McCafferty listed the ingredients for a successful broker as scale, a niche place in the market and having a digital agenda.
“The shareholders and I are very keen to grow this business boldly and rapidly,” he summed up.
In his view the results can be achieved organically, however Brightside is also open to buying businesses.
“We have had conversations with a couple of organisations and continue to seek them out,” McCafferty confirmed.
“It would have to add something to one of those three criteria and I’d also look quite seriously at MGAs.”
He found a business that was growing but had potential to do more and stated he was excited about the opportunities with the cornerstones and foundations in place.
Digital remains a high priority.
“It is a wide term and has become a badge that is rather unclear and opaque,” he accepted.
“I would rather describe it as the exploitation of technology.”
The focus will be across elements such as improving the multi-channel customer journey and tackling manual processes while keeping the ability to be contacted and give advice.
He noted that further combining data and technology on risk selection and pricing would in turn be integrated more with partners to deliver greater insight and valuable propositions from all.
And underpinning it all would be delivering for staff.
On the final point he highlighted that embedding technology was not designed to lead to cost cutting on roles. In fact the 500 person headcount “will grow modestly over the years ahead”.
Brightside has long-touted the launch of its MGA Kitsune.
McCafferty indicated that Kitsune would be rolling out its offering imminently with mid £30m of capacity for the first 12-18 months.
“We are in the final stages now but I’m not going to be tied down to when it will happen,” he said.
“It is not far away and will add tremendous value to the group.”
He stated that the team had done a “great job” of building expertise, infrastructure, governance and capacity however declined to name who the capacity providers were.
McCafferty’s arrival at Brightside came after just under a year as UK CEO intermediated and direct at Axa.
His departure surprised the market however he underlined that he was still a “big fan” of Axa and had moved on.
“I’m not going to talk about Axa,” he repeated.
“I enjoyed my time there and benefited from it.”
As well as running an insurer his CV also includes Willis and Flood Re which he said showed the experience of a “growth and change agenda” that he was bringing to Brightside.
“That is very much what Brightside is about,” he pointed out.
“It is a business that has to adapt and be radical.”
Private equity business Anacap has owned the business since 2014 and McCafferty said his experience of them was they were helpful and proactive.
“They are deeply interested in the mechanics of the business. They are very focused on the data and so am I. There is a natural fit between us.”
Adding: “They don’t get confused in who is running the business.”
The four year ownership though has led to speculation in the market that Anacap could be poised to sell up.
“They are in the business of buying and selling businesses,” he observed.
“It is natural to think that Anacap would want to sell the business in the not too distant future.”

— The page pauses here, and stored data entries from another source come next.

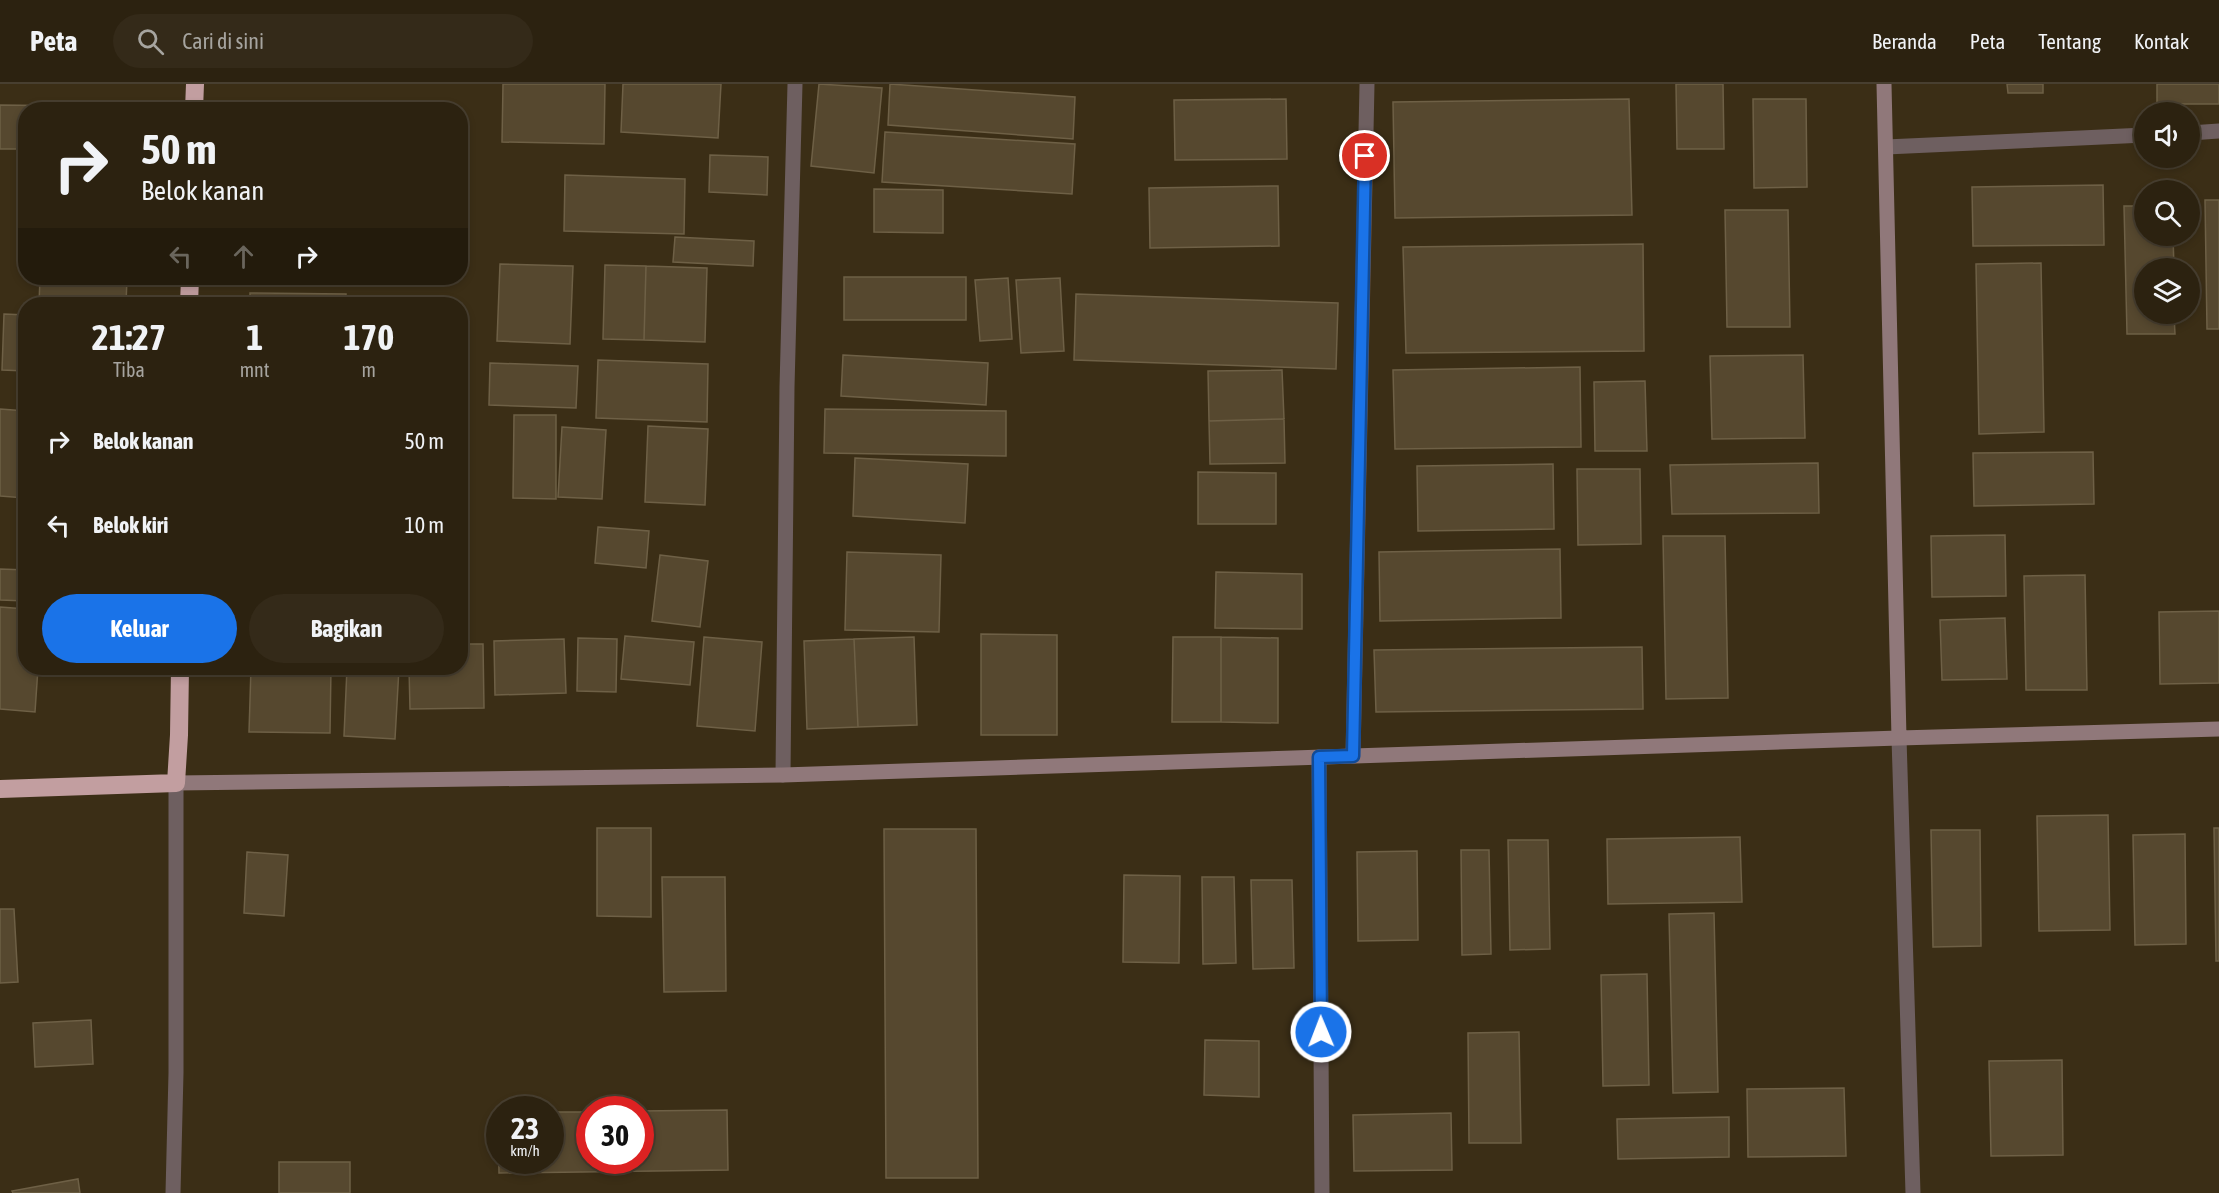 <!DOCTYPE html>
<html lang="id">
<head>
<meta charset="utf-8">
<style>
  body { margin:0; font-family:"Asap Condensed",sans-serif; background:#342a19; color:#f1f3f6; height:100vh; display:flex; flex-direction:column; font-size:22px; white-space:nowrap }
  * { box-sizing:border-box; margin:0 }
  p { font-size:20px; color:#a6a49f }
  .icon { flex:none; width:33px; height:33px; fill:none; stroke:currentColor; stroke-width:2; stroke-linecap:round; stroke-linejoin:round }
  .map { position:relative; flex:1; overflow:hidden }
  .drawer { position:absolute; left:18px; top:213px; width:450px; height:378px; display:flex; flex-direction:column; background:#2c2210; border-radius:24px; box-shadow:0 3px 9px #0003,0 0 0 2px #483f30 }
  .drawer>* { flex:none }
  .top-card { position:absolute; left:18px; top:18px; width:450px; height:183px; border-radius:24px; box-shadow:0 3px 9px #0003,0 0 0 2px #483f30; background:#2c2210; color:#f1f3f6; overflow:hidden }
  .tools { position:absolute; left:2134px; top:18px; display:grid; gap:12px }
  .tools a { display:grid; place-items:center; width:66px; height:66px; border-radius:50%; background:#2c2210; box-shadow:0 3px 9px #0003,0 0 0 2px #483f30; font-size:30px }
  .speed { position:absolute; left:486px; top:1012px; display:flex; gap:12px; font-size:30px; font-weight:700; text-align:center }
  .speed>* { display:grid; place-content:center; width:78px; height:78px; border-radius:50%; background:#2c2210; box-shadow:0 3px 9px #0003,0 0 0 2px #483f30; line-height:1 }
  .speed small { font-size:15px; font-weight:400 }
  .speed .limit { border:9px solid #d22; background:#fff; color:#111 }
  .pin { position:absolute; display:grid; place-items:center; width:51px; height:51px; color:#fff; margin:-26px; border:3px solid #fff; border-radius:50%; box-shadow:0 2px 6px #0007 }
  .me { position:absolute; width:66px; margin:-33px; rotate:359deg; stroke-linejoin:round; filter:drop-shadow(0 0 4px #0008) }
  .turn { display:flex; align-items:center; gap:21px; height:126px; padding:0 24px; font-size:27px }
  .turn .icon { width:78px; height:78px; stroke-width:2.5 }
  .turn b { display:block; font-size:42px; line-height:51px }
  .lanes { display:flex; align-items:center; height:57px; padding:0 24px; background:#0003; justify-content:center; gap:30px; direction:ltr }
  .lanes .off { opacity:.35 }
  .eta { display:flex; justify-content:space-evenly; align-items:center; height:102px; text-align:center }
  .eta b { font-size:36px; font-weight:700; line-height:42px }
  .cta { display:flex; gap:12px; margin-top:auto; padding:12px 24px }
  .cta a { flex:1; height:69px; border-radius:36px; background:#1a73e8; color:#fff; font-size:24px; font-weight:700; line-height:69px; text-align:center }
  .cta a+a { background:#342a19; color:#f1f3f6 }
  ul { padding:0; list-style:none }
  li { display:flex; align-items:center; gap:18px; height:84px; padding:0 24px }
  li div { flex:1 }
  li b { display:block; font-size:22px }
  li em { font-style:normal }
  header { display:flex; align-items:center; gap:36px; box-sizing:border-box; height:84px; padding:0 30px; background:#2c2210; border-bottom:2px solid #483f30 }
  header strong { font-size:28px }
  nav { display:flex; gap:33px; margin-inline-start:auto; font-size:21px }
  .search { width:420px; height:54px; background:#342a19; display:flex; align-items:center; gap:15px; box-sizing:border-box; padding:0 21px; border-radius:33px; color:#a6a49f; font-size:22px }
  .map>svg:first-child { display:block }
  .building { fill:#56482f; stroke:#6e6046; stroke-width:1.5 }
  .lines { fill:none; stroke-linecap:round; stroke-linejoin:round }
  .street { stroke:#6e5f60; stroke-width:15 }
  .secondary { stroke:#90787a; stroke-width:15 }
  .highway { stroke:#c29ea0; stroke-width:18 }
  .route-casing { stroke:#114b97; stroke-width:15 }
  .route { stroke:#1a73e8; stroke-width:10 }
</style>
</head>
<body>
<header>
<strong>Peta</strong>
<div class="search"><svg class="icon" aria-label="search" viewBox="0 0 24 24"><circle cx="10" cy="10" r="6"/><path d="M15 15l6 6"/></svg>Cari di sini</div>
<nav><a>Beranda</a><a>Peta</a><a>Tentang</a><a>Kontak</a></nav>
</header>
<div class="map">
<svg width="2219" height="1109" viewBox="0 0 2219 1109">
  <rect width="100%" height="100%" fill="#3b2e16"/>
  <!-- building -->
  <path class="building" d="M503 0H605L604 60 502 58Z
    M623 0H721L718 54 621 48Z
    M819 0 882 4 874 89 811 82Z
    M890 0 1075 13 1073 55 888 41Z
    M1676 0H1723L1724 65H1677Z
    M2007 0H2043V9H2008Z
    M2157 0H2219V20H2157Z
    M1286 15 1287 75 1175 76 1174 16Z
    M1629 15 1632 131 1395 134 1393 18Z
    M1753 15H1806L1807 103 1754 104Z
    M0 21 79 22V26H26V65H0Z
    M885 48 1075 60 1072 110 882 98Z
    M710 71 768 73 767 111 709 108Z
    M565 91 685 95 684 150 564 147Z
    M2103 101 2104 161 1973 162 1972 103Z
    M1278 102 1279 162 1150 164 1149 104Z
    M874 105 943 106V149L874 148Z
    M2205 116H2219V245H2207Z
    M2124 122H2145V152H2173L2174 184H2145V230H2174L2175 250H2127Z
    M1725 126H1788L1790 243H1727Z
    M675 153 754 157 753 182 673 178Z
    M1643 160 1644 267 1406 269 1403 163Z
    M2041 179 2044 348 1979 350 1976 180Z
    M500 180 573 182 570 260 497 257Z
    M605 181 646 182 644 256 603 255Z
    M646 182 707 184 705 258 644 256Z
    M844 193H966V236H844Z
    M40 194H127L126 220H39Z
    M261 194H412V199L261 200Z
    M1008 194 1012 255 980 257 975 196Z
    M1060 194 1064 267 1021 269 1016 196Z
    M250 209 346 210V220H250Z
    M1076 210 1338 219 1336 285 1074 276Z
    M4 230 26 231V287L2 286Z
    M843 271 988 279 986 321 841 312Z
    M1803 271 1805 354 1712 355 1710 272Z
    M598 276 708 280 707 338 596 334Z
    M490 279 578 282 576 324 489 321Z
    M1580 283 1581 363 1395 365 1393 286Z
    M1282 286 1284 335 1209 337 1208 287Z
    M1645 297 1647 367H1595L1594 298Z
    M0 325 26 327 25 414 0 412Z
    M825 325 1006 327V372L824 369Z
    M514 331H556V415L513 414Z
    M1284 335 1285 379 1210 380 1209 337Z
    M648 342 708 345 705 421 645 418Z
    M562 343 606 346 602 415 558 413Z
    M2093 368 2094 420 1974 422 1973 369Z
    M855 374 968 380 965 439 853 432Z
    M1818 379 1819 429 1672 430 1670 381Z
    M1553 380 1554 445 1418 447 1417 382Z
    M1577 385H1640L1641 460 1578 461Z
    M1198 388 1276 389V440H1198Z
    M598 443 649 447 646 484 595 479Z
    M2005 451 2006 512 1932 513 1931 452Z
    M1663 452H1725L1728 614 1666 615Z
    M1560 465 1561 534 1380 537 1379 468Z
    M847 468 941 471 939 548 845 546Z
    M660 471 708 477 700 543 652 537Z
    M0 485 26 486V517L0 516Z
    M1216 488 1302 490V545L1215 544Z
    M2085 491 2087 606H2026L2024 492Z
    M0 523 26 525V584H38L35 628 0 625Z
    M2219 527V599L2160 600 2159 528Z
    M2005 534 2007 595 1942 596 1940 536Z
    M981 550 1057 551V651H981Z
    M625 552 694 558 690 601 621 595Z
    M704 553 762 558 755 647 697 642Z
    M914 553 917 641 858 643 854 555Z
    M1173 553H1221V638H1172Z
    M1221 553 1278 554V639L1221 638Z
    M578 554 617 555 616 608 577 607Z
    M564 555 566 609 495 611 494 557Z
    M854 555 858 643 807 645 804 557Z
    M460 560H483L484 624 410 625 409 584H460Z
    M1642 563 1643 625 1376 628 1374 566Z
    M251 584H331L330 649 249 648Z
    M347 584H399L395 655 344 652Z
    M2108 731 2110 846 2039 847 2037 732Z
    M597 744H651V833L597 832Z
    M2214 744H2219V877H2216Z
    M884 745H976L978 1094H886Z
    M1931 746H1980L1981 862 1933 863Z
    M2185 750 2186 860 2135 861 2133 751Z
    M1740 753 1742 818 1608 820 1607 755Z
    M1508 756H1548L1550 865 1510 866Z
    M1461 766H1489L1491 870 1462 871Z
    M1417 767 1418 856 1358 857 1357 768Z
    M247 768 288 771 284 832 244 829Z
    M1124 791 1180 792 1179 879 1123 878Z
    M662 793H725L726 907 664 908Z
    M1202 793H1234L1236 879 1203 880Z
    M1251 796H1292L1294 884 1253 885Z
    M0 825H14L18 898 0 899Z
    M1714 829 1718 1008 1673 1009 1669 830Z
    M1647 890 1649 1001 1603 1002 1601 891Z
    M91 936 93 980 35 983 33 939Z
    M1519 948 1521 1059H1469L1468 949Z
    M1205 956 1259 957V1013L1204 1011Z
    M2062 976 2063 1071 1991 1072 1989 977Z
    M1844 1004 1846 1072 1748 1073 1747 1005Z
    M727 1026 728 1086 499 1089 498 1029H500V1077H550V1028H590V1077H640V1027Z
    M1451 1029 1452 1086 1354 1087 1353 1031Z
    M1729 1033V1073L1618 1075 1617 1035Z
    M279 1078H350V1109H279Z
    M78 1095 80 1109H13L12 1107Z"/>
  <g class="lines">
    <!-- street -->
    <path class="street" d="M2190 49 2219 47
      M1886 63 2145 51
      M1899 654 1913 1109
      M1353 672 1367 0
      M1319 673 1322 1109
      M783 691 787 303 795 0
      M173 1109 176 989V699"/>
    <!-- secondary -->
    <path class="secondary" d="M1884 0 1899 654
      M176 699 783 691 1899 654 2219 645"/>
    <!-- highway -->
    <path class="highway" d="M194 26 195 0
      M189 220 190 194
      M0 705 176 699 179 651 180 584"/>
  </g>
  <g class="lines">
    <!-- route casing -->
    <g class="route-casing">
      <path id="route" d="M1321 948 1319 673 1353 672 1365 72"/>
    </g>
    <!-- route -->
    <use href="#route" class="route"/>
  </g>
</svg>
<div class="tools">
<a><svg class="icon" aria-label="sound" viewBox="0 0 24 24"><path d="M4 9h4l5-4v14l-5-4H4zM17 9q2 3 0 6"/></svg></a>
<a><svg class="icon" aria-label="search" viewBox="0 0 24 24"><circle cx="10" cy="10" r="6"/><path d="M15 15l6 6"/></svg></a>
<a><svg class="icon" aria-label="layers" viewBox="0 0 24 24"><path d="M12 4l9 5-9 5-9-5zM3 14l9 5 9-5"/></svg></a>
</div>
<div class="speed"><div>23<small>km/h</small></div><div class="limit">30</div></div>
<div class="pin" style="left:1365px;top:72px;background:#d93025"><svg class="icon" aria-label="arrive" viewBox="0 0 24 24"><path d="M6 21V4h12l-3 4 3 4H6"/></svg></div>
<svg class="me" style="left:1321px;top:948px" viewBox="-20 -20 40 40"><circle r="17" fill="#1a73e8" stroke="#fff" stroke-width="3"/><path d="M0-11L8 9 0 5-8 9z" fill="#fff"/></svg>
<div class="top-card">
<div class="turn"><svg class="icon" aria-label="right" viewBox="0 0 24 24"><path d="M7 20v-9h11M14 6l5 5-5 5"/></svg><div><b>50 m</b>Belok kanan</div></div>
<div class="lanes"><svg class="icon off" aria-label="left" viewBox="0 0 24 24"><path d="M17 20v-9H6M10 6l-5 5 5 5"/></svg><svg class="icon off" aria-label="ahead" viewBox="0 0 24 24"><path d="M12 20V5M6 11l6-6 6 6"/></svg><svg class="icon" aria-label="right" viewBox="0 0 24 24"><path d="M7 20v-9h11M14 6l5 5-5 5"/></svg></div>
</div>
<section class="drawer">
<div class="eta">
<div><b>21:27</b><p>Tiba</p></div>
<div><b>1</b><p>mnt</p></div>
<div><b>170</b><p>m</p></div>
</div>
<ul>
<li><svg class="icon" aria-label="right" viewBox="0 0 24 24"><path d="M7 20v-9h11M14 6l5 5-5 5"/></svg><div><b>Belok kanan</b></div><em>50 m</em></li>
<li><svg class="icon" aria-label="left" viewBox="0 0 24 24"><path d="M17 20v-9H6M10 6l-5 5 5 5"/></svg><div><b>Belok kiri</b></div><em>10 m</em></li>
</ul>
<div class="cta"><a>Keluar</a><a>Bagikan</a></div>
</section>
</div>
</body>
</html>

However he stressed that he did not think “the flash to bang on any transaction is at all imminent”.
Instead he said he believes Anacap will still be the owner in a year’s time.
“They know the business has got tremendous growth potential and we are yet to launch the MGA which has been a huge investment for them.”
In its 2017 results Brightside posted a loss of £10m.
McCafferty argued the company was, and is, profitable stressing the impact of exceptional items and that Ebitda had risen – it increased from £3.9m in 2016 to £5.1m.
“The Ebitda will improve year on year,” he predicted but declined to be drawn on whether the post-tax result would be written in black ink rather than red.
“I’m not going to reveal that at the moment. I’m not going to reveal the results ahead of time, that would be a completely inappropriate thing to do.”
Since McCafferty joined he has seen an end to the litigation that has surrounded the business and has restructured the management.
David Sweeney, managing director of insurance, has left the company which is now looking for a chief operating officer (COO) instead.
The COO will be tasked with creating the headroom to focus on sharing the digital agenda across the organisation.
“We have business in Southampton, Torquay and Bristol that are very successful, that will continue to be the case,” McCafferty concluded.
“I’m a great fan of giving people a sense of ownership of their businesses and letting them concentrate on what they are good at.”